Judgment 1. This application by the various accused under Sections 435 and 439 of the Code of Criminal Procedure is directed against the order dated the 6th May, 1969 passed by the judicial Magistrate whereby he has refused to discharge the petitioners arid fixed certain date for framing charges against them. 2. In order to appreciate the point involved in this case it will be necessary to state briefly the facts. One Dinesh Pandey lodged first information report before the police on the 23rd June, 1967, alleging therein that while he was irrigating his land by water of the Government tube-well, the petitioners arrived there and forcibly diverted the water from the main channel to their Tola. Subsequently, when the petitioners returned to their village, Dinesh Pandey again opened the channel and began to irrigate his field. The petitioners again came there and assaulted Dinesh Pandey and his brother. After investigation the police submitted charge-sheet against the petitioners under Sec.147 of the Indian Penal Code (hereinafter referred to as the Code). On the 14th September, 1967, the Sub-divisional Magistrate took cognizance under Sec.147 of the Code and transferred the case to Bharokhara Gram Cutcherry as the offence was exclusively triable by it. He further directed the petitioners to appear before the Gram Cutcherry on the 29th September, 1967. On the 6th February, 1968 the informant filed a petition alleging therein that the police in connivance with the petitioners had tried to make out a case under Sec.147 although clear offence under Sec.148 had been committed by the accused. Since the offence under Sec.148 is not triable by the Gram Cutcherry, the informant further prayed in the said petition that the case, which was transferred to the Gram Cutcherry, may be recalled and be transferred to some Judicial Magistrate for disposal. From the order sheet dated the 13th February, 1968, it transpires that the Sub-divisional Magistrate ordered that the application should be put up along with the record on the 26th February, 1968. Ultimately on the 28th August 1968 he passed an order whereby he recalled the case from the Gram Cutcherry and transferred it for disposal to Mr. Ram Janam Singh, Munsif Magistrate, Subsequently it was transferred to Shri G. D. Mishra Judicial Magistrate. 3. On the 1st May, 1969, the petitioners filed a petition before Mr.

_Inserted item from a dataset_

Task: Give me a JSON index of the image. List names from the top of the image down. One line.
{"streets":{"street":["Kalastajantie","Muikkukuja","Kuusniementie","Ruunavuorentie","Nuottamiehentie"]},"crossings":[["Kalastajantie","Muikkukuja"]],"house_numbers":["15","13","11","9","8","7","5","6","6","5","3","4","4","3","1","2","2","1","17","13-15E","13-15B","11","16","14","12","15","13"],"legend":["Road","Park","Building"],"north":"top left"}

Ultimately on the 28th August 1968 he passed an order whereby he recalled the case from the Gram Cutcherry and transferred it for disposal to Mr. Ram Janam Singh, Munsif Magistrate, Subsequently it was transferred to Shri G. D. Mishra Judicial Magistrate. 3. On the 1st May, 1969, the petitioners filed a petition before Mr. G. D. Mishra, alleging therein that the police had submitted charge-sheet against the petitioners only under Sec.147 and the cognizance was also taken by the Sub-divisional Magistrate under that very section, which is exclusively triable by the Gram Cutcherry as provided under Sections 62 and 68 of the Bihar Panchayat Raj Act, 1947 , (hereinafter referred to as the Act). The sub-divisional Magistrate after having transferred the case to the Gram Cutcherry for disposal had no jurisdiction to recall it by order dated the 28th August, 1968, without cancelling its jurisdiction, as required under Section 70 of the Act. Therefore, the order passed by the Sub-divisional Magistrate on the 28th August, 1968, was without jurisdiction. On the basis of the said order the trial of the petitioners before Mr. G. D. Mishra would be also without jurisdiction. In that view of the matter the petitioners prayed that they should be discharged. After hearing the parties the learned Magistrate passed the impugned order. 4. Mr. Thakur Prasad, learned counsel appearing on behalf of the petitioner, has challenged the impugned order and raised chiefly two points for consideration by this Court. They are : (i) when the police submitted charge-sheet against the petitioner only under Sec.147, the petitioners could not have been tried by the judicial Magistrate as the offence under that section is exclusively triable by the Gram Cutcherry as provided by Sections 62 and 68 of the Act; and (ii) when the Sub-divisional Magistrate sent the case to the Gram Cutcherry by order dated the 14th September, 1967, he could not have recalled the same by his subsequent order dated the 28th August, 1968, without assigning any reasons as required under S. 70 of the Act. 5. I will take up for consideration point no. (i) first. It is conceded that the offence under Sec.147 of the Code is exclusively triable by the Gram Cutcherry as provided under Sections 62 and 68 of the Act.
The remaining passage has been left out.